Côte d'Ivoire : Affaire Kouamé Affoué Félicité, après 7 ans de silence judiciaire, le ministre de la Justice ordonne une enquête
Le ministère de la Justice et des Droits de l’Homme a réagi officiellement à une affaire judiciaire restée en suspens pendant plusieurs années, suscitant interrogations et indignation. Dans un communiqué publié ce mardi, le Garde des Sceaux, Jean Sansan Kambilé, annonce l’ouverture d’une enquête et la relance immédiate de la procédure concernant le dossier de Kouamé Affoué Félicité.
L’affaire a été remise sur le devant de la scène après une publication sur les réseaux sociaux, le dimanche 5 avril 2026, par l’avocat Maître Youssouf Méité. Celui-ci y révélait que sa cliente, Kouamé Affoué Félicité, avait été condamnée à vingt ans d’emprisonnement par le tribunal correctionnel d’Abidjan le 26 mars 2019.

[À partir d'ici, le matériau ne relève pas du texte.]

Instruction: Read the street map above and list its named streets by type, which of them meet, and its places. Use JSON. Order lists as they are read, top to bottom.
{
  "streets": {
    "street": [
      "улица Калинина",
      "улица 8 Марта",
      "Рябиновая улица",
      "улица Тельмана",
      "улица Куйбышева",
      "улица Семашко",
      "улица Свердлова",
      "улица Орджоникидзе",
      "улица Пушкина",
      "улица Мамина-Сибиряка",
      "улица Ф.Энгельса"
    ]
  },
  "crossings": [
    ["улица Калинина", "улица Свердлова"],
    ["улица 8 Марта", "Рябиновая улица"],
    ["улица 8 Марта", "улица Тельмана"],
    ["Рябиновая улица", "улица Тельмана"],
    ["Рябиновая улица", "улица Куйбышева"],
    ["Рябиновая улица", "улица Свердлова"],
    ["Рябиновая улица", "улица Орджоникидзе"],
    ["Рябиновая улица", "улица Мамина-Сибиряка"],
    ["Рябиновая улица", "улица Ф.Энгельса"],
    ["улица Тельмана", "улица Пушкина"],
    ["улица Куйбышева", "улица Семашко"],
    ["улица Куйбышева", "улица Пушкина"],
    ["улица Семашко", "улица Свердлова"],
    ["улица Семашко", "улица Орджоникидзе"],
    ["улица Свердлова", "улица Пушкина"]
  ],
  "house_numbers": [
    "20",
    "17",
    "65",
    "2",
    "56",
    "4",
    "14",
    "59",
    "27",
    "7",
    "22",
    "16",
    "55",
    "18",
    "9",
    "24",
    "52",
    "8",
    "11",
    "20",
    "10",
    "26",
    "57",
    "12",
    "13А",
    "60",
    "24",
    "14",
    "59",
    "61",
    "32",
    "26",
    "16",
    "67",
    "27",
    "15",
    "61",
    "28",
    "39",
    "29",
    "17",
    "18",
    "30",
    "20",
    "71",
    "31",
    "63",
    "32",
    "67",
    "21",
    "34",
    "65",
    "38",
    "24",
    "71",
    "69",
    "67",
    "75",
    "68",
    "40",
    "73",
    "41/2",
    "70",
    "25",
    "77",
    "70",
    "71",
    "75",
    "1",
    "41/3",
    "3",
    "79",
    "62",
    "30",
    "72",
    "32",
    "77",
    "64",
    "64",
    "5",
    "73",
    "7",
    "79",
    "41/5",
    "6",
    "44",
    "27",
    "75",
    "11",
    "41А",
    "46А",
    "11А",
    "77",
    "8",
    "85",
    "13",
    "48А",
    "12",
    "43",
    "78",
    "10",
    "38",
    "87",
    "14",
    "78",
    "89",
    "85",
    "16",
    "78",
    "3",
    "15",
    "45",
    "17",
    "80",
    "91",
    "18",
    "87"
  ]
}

Selon ses déclarations, la condamnée avait interjeté appel dès le lendemain, le 27 mars 2019. Toutefois, depuis cette date, aucune suite n’aurait été donnée à la procédure au niveau de la Cour d’appel d’Abidjan, laissant le dossier dans une situation d’inertie judiciaire pendant près de sept ans.
Face à ces faits jugés avérés, le ministre de la Justice a indiqué avoir immédiatement donné des instructions pour que la procédure suive son cours normal. Le dossier a ainsi été transmis, ce jour, au Procureur général compétent afin d’être examiné et traité dans les meilleurs délais.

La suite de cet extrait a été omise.